→ **Directions**:
Collect every line in the records below that contains the word "controls".

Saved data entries

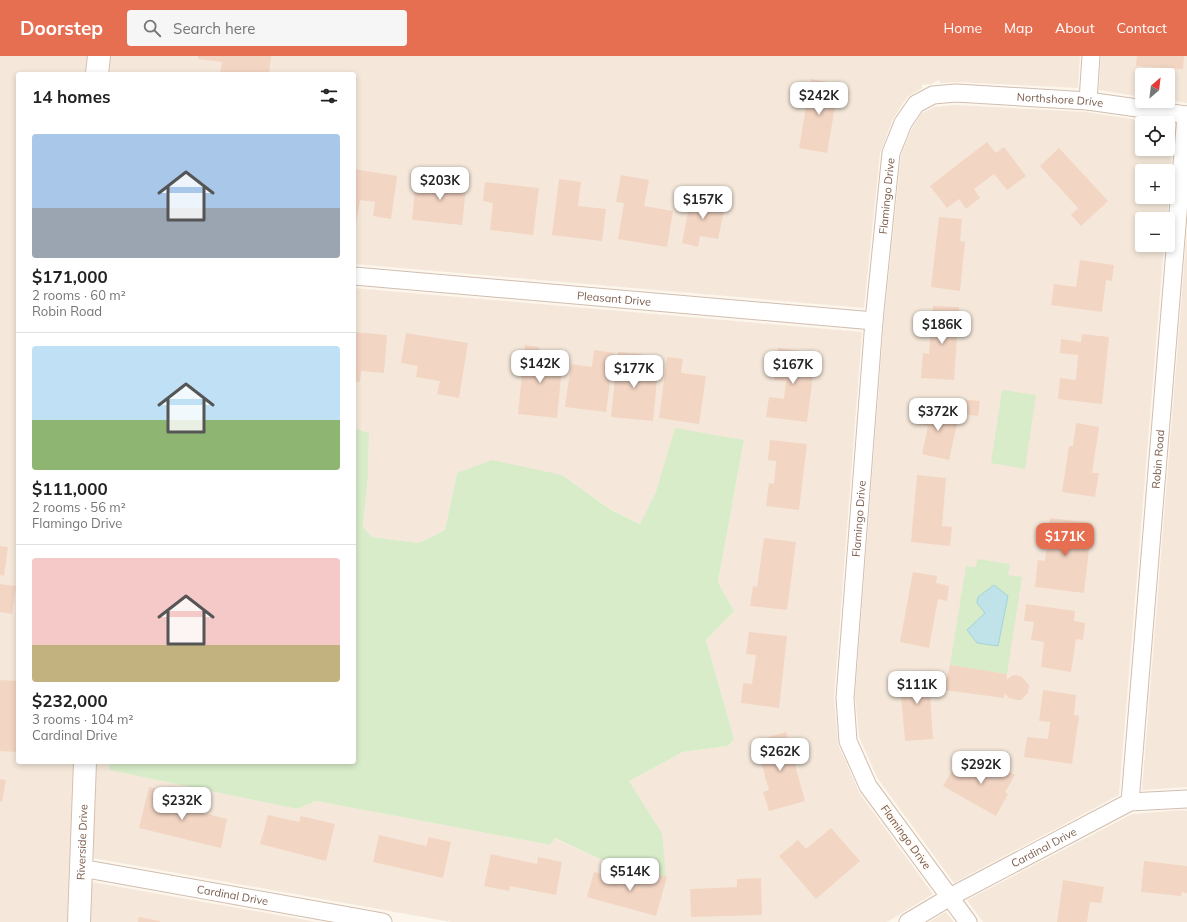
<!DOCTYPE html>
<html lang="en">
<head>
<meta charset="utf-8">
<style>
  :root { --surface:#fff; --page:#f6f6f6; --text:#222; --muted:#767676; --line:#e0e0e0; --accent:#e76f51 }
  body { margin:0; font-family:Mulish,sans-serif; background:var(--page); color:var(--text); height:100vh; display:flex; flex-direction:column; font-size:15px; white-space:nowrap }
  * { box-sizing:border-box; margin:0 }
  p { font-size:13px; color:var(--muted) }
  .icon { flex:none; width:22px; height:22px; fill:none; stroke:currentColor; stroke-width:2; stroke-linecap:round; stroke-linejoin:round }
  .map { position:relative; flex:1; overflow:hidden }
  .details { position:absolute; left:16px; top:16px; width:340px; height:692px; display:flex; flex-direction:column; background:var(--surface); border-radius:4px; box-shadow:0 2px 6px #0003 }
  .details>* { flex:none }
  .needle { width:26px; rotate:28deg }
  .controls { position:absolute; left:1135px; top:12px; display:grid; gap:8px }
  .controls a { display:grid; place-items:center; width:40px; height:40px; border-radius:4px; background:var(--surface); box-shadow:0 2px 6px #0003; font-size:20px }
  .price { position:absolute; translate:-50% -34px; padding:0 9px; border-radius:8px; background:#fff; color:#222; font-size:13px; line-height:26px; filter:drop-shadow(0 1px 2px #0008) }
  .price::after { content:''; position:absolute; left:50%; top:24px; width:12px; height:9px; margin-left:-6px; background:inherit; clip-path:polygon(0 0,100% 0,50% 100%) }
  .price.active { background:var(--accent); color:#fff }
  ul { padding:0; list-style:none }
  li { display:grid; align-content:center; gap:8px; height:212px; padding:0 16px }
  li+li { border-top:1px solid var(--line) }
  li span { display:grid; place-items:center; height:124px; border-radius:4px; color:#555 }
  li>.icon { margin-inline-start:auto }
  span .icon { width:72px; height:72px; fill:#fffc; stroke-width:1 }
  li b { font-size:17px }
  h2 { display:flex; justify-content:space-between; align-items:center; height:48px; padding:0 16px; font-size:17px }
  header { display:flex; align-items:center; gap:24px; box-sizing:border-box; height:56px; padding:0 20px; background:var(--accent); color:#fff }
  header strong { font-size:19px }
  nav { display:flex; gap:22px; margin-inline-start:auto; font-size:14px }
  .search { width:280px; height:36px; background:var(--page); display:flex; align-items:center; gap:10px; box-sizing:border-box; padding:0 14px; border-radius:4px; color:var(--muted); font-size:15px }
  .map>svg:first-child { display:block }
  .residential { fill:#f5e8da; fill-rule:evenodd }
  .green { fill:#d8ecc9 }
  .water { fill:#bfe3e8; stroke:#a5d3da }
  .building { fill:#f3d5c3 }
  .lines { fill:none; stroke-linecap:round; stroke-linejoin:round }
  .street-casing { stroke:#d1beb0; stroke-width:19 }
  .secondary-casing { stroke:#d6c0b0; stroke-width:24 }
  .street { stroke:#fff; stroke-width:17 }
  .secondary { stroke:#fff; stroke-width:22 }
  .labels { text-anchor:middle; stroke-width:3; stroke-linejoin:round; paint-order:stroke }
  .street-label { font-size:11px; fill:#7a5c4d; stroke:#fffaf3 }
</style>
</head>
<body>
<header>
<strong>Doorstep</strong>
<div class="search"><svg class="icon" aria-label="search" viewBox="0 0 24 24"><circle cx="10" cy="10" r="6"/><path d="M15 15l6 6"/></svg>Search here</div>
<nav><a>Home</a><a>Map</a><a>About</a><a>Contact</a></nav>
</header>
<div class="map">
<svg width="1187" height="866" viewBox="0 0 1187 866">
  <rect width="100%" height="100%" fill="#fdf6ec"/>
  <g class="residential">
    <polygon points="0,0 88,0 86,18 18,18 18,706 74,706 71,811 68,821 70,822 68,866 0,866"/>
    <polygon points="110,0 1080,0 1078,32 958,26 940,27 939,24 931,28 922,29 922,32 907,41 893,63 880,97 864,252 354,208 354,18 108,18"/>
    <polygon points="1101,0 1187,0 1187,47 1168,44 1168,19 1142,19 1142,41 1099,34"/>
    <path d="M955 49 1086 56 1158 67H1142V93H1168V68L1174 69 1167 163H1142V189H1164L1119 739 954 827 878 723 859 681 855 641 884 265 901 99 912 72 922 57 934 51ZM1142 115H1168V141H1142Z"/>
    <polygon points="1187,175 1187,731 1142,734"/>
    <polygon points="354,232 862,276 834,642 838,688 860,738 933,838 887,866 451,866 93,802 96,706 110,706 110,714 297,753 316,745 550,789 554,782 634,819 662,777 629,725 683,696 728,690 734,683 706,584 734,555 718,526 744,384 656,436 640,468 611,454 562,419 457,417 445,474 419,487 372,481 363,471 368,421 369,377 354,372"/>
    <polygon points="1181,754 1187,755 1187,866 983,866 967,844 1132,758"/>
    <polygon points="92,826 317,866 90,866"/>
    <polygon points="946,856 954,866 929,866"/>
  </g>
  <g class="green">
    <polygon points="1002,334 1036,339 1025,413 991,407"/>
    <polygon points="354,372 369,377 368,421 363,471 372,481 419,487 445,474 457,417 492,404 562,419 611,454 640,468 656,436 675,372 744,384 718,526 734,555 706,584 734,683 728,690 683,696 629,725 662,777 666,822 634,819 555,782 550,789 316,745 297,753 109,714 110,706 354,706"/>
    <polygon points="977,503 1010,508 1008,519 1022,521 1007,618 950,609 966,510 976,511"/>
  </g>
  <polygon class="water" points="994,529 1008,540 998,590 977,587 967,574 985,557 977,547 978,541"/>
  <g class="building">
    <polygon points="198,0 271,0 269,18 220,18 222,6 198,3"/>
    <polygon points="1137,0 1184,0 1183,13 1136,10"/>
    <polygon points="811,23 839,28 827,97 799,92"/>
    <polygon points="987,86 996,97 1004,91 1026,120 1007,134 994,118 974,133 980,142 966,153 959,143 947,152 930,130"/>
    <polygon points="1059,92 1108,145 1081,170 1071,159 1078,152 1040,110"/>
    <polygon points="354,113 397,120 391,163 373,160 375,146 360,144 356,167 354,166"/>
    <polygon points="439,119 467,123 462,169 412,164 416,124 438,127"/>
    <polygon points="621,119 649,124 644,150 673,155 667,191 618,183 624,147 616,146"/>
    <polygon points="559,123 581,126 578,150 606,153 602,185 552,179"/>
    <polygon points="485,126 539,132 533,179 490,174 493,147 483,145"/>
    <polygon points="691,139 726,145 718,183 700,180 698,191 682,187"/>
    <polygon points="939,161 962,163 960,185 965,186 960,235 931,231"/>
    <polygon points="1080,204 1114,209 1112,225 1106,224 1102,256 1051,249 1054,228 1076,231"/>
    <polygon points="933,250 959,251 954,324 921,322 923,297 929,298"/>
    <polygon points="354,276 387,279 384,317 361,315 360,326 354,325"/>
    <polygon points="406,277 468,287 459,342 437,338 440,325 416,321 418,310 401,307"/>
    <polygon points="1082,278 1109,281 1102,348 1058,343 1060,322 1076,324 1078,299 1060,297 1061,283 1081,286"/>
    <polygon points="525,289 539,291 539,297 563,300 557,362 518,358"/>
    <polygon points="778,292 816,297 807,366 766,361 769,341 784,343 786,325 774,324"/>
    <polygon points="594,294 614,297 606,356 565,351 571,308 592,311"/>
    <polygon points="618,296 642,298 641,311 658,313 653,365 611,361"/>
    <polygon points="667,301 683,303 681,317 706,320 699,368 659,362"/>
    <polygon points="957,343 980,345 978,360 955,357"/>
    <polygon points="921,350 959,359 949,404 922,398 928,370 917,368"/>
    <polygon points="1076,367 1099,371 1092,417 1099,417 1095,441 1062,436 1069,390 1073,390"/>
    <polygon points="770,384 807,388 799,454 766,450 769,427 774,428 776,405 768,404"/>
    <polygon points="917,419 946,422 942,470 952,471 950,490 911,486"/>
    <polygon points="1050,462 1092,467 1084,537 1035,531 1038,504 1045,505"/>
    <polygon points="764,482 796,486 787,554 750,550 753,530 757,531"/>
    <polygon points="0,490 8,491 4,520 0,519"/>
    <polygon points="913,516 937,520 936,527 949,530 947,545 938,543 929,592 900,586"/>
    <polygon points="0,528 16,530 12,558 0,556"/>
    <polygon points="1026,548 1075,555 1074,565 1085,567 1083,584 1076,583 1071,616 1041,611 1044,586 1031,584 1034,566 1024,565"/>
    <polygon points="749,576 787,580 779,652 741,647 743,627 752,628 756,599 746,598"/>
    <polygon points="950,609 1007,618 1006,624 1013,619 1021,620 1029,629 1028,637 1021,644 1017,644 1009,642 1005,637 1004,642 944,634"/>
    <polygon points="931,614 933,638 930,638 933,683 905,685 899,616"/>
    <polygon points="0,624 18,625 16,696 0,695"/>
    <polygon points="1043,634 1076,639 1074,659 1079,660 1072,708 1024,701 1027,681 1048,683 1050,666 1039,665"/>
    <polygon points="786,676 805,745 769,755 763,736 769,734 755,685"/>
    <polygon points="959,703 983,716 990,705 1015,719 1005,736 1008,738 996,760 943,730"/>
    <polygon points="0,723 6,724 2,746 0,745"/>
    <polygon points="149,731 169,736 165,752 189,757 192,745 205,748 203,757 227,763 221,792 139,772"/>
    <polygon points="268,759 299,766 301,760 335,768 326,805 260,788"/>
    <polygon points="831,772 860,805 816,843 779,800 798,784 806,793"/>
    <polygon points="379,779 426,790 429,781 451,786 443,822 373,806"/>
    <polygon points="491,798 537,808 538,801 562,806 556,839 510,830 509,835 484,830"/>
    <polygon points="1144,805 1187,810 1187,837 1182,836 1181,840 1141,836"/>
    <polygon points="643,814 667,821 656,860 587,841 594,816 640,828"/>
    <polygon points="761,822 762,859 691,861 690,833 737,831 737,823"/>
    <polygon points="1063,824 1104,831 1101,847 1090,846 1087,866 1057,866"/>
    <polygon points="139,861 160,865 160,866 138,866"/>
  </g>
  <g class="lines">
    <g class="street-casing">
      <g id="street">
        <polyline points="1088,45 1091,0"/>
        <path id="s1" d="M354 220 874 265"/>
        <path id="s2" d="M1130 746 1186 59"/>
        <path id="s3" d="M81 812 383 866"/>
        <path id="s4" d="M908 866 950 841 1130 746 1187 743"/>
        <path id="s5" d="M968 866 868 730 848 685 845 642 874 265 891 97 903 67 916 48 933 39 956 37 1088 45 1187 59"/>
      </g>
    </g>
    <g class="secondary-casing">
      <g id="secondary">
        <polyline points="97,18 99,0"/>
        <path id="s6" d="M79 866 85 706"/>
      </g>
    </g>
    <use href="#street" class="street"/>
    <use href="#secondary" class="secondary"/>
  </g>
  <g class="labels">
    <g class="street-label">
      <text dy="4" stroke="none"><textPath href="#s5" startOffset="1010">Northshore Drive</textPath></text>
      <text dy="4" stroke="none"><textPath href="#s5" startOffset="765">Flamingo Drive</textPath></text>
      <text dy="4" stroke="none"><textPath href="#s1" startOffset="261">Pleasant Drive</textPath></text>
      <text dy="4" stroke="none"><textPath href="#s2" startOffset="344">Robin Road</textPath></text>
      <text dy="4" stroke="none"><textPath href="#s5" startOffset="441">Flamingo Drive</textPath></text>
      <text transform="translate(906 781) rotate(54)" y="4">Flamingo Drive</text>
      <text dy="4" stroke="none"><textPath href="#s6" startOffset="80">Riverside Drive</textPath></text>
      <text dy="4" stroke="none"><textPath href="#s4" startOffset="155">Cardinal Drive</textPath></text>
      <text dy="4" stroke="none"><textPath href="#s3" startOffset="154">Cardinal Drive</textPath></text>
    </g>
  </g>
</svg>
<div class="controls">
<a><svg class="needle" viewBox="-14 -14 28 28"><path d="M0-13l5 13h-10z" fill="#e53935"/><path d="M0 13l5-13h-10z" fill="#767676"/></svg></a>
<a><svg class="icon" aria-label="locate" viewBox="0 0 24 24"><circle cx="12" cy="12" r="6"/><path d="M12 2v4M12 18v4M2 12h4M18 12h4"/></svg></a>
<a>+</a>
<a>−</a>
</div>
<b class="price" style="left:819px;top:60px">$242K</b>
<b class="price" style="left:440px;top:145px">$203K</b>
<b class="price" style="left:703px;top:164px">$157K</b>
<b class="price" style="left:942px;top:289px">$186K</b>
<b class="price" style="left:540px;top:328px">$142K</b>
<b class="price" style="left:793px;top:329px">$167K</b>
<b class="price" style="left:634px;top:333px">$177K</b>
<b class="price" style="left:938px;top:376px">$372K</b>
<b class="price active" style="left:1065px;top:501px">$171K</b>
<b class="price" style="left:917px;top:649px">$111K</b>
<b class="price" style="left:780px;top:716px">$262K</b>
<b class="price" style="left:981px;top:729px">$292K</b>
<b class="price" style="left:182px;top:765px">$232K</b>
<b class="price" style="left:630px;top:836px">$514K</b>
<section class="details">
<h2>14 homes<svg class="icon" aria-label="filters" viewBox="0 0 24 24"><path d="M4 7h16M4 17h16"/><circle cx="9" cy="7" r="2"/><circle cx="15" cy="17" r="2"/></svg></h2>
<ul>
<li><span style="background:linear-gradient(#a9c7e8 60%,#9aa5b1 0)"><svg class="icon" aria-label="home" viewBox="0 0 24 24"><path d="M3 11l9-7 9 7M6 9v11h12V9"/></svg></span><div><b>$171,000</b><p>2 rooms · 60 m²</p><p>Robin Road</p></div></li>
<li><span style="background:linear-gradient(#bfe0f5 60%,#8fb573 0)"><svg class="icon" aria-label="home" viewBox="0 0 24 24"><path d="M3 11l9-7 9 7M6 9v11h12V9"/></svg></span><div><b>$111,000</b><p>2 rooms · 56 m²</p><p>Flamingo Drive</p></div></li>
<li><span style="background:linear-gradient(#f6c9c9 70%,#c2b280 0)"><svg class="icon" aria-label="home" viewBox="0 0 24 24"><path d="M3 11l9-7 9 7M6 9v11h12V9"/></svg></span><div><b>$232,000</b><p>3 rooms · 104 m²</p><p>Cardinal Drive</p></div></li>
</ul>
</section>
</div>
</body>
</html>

* * *

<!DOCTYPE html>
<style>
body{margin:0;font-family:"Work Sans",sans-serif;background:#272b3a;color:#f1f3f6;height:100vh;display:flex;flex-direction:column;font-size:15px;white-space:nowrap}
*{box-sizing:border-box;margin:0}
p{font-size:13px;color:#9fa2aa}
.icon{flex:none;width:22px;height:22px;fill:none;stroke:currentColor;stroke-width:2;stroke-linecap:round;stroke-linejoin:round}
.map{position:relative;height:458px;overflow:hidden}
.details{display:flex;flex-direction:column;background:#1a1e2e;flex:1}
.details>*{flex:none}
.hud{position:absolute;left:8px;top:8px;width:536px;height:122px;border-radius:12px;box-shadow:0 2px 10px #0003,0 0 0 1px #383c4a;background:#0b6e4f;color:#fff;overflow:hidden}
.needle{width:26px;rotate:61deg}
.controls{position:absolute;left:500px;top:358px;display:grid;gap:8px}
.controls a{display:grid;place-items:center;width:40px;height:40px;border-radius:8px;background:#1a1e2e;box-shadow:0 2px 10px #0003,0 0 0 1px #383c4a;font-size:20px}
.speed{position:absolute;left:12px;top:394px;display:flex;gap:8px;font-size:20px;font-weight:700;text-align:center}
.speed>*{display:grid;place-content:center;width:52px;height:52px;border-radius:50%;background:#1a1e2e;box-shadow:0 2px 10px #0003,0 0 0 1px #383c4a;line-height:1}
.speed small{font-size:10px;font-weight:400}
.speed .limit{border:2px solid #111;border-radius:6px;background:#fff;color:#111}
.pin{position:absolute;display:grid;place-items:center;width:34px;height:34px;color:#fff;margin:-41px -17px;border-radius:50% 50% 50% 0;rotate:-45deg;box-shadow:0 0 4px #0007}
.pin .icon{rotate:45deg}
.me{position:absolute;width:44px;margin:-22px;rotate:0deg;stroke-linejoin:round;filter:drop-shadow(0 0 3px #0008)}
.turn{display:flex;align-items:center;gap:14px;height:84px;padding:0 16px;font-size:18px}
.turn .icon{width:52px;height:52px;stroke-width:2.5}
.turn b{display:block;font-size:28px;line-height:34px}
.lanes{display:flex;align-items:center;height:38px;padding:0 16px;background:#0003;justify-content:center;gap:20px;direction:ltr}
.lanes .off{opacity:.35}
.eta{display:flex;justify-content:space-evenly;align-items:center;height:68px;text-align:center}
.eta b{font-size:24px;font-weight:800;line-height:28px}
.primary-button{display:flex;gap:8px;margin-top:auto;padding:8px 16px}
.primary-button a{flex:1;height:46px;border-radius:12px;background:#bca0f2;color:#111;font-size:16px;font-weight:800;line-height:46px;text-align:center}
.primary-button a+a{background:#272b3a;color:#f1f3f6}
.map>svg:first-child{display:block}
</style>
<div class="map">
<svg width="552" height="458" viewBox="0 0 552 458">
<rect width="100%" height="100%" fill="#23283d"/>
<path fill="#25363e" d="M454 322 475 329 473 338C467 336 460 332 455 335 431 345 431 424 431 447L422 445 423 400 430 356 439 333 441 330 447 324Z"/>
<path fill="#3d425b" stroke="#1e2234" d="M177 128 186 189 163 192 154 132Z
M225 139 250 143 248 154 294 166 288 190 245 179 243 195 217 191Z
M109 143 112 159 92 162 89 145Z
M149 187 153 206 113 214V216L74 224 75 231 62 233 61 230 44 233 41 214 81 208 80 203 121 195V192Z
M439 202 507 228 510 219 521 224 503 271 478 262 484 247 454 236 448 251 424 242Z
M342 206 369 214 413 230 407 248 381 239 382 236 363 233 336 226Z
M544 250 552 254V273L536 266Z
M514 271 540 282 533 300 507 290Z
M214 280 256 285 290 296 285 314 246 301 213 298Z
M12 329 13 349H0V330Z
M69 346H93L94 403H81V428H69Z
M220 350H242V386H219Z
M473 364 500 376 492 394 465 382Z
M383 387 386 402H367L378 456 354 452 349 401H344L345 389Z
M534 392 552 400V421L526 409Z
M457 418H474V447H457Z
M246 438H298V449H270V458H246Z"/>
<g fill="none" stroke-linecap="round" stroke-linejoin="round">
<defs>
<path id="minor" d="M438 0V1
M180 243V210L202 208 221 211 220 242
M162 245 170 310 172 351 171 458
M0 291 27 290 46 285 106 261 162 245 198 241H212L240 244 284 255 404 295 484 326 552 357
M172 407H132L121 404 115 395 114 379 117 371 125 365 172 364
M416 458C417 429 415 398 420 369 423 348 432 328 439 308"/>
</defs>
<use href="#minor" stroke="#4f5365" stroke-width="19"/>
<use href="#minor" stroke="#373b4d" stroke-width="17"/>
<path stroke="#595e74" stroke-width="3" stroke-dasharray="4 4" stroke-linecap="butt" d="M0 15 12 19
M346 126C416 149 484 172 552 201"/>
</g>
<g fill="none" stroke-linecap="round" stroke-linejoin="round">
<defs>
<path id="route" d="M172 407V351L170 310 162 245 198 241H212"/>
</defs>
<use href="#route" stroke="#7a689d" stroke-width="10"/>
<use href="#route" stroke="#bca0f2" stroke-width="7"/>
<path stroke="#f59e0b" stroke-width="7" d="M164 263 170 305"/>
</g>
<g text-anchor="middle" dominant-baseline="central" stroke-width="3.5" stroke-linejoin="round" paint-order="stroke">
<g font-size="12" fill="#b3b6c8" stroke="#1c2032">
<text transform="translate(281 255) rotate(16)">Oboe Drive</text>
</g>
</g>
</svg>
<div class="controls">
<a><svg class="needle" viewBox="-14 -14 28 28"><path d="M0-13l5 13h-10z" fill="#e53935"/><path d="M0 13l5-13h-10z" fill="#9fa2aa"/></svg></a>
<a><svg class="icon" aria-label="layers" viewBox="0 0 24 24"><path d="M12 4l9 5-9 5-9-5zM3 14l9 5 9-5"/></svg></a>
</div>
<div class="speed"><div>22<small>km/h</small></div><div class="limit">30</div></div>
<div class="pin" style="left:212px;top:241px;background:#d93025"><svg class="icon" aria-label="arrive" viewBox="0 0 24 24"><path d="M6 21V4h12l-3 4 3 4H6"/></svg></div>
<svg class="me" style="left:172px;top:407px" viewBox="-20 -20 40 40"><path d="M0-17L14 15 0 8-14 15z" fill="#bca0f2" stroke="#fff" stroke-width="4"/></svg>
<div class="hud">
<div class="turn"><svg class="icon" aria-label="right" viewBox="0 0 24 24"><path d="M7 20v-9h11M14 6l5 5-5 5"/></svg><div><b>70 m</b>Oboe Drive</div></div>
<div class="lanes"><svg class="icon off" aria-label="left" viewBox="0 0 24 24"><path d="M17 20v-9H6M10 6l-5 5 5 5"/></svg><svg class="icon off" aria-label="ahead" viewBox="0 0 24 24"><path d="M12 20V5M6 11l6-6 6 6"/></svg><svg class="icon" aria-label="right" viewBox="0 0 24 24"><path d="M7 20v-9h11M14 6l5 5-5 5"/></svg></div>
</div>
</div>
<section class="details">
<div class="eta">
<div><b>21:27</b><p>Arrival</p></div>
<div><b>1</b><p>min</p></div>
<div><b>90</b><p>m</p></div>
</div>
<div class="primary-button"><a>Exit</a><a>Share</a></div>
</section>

→ **Answer section**:
  .controls { position:absolute; left:1135px; top:12px; display:grid; gap:8px }
  .controls a { display:grid; place-items:center; width:40px; height:40px; border-radius:4px; background:var(--surface); box-shadow:0 2px 6px #0003; font-size:20px }
<div class="controls">
.controls{position:absolute;left:500px;top:358px;display:grid;gap:8px}
.controls a{display:grid;place-items:center;width:40px;height:40px;border-radius:8px;background:#1a1e2e;box-shadow:0 2px 10px #0003,0 0 0 1px #383c4a;font-size:20px}
<div class="controls">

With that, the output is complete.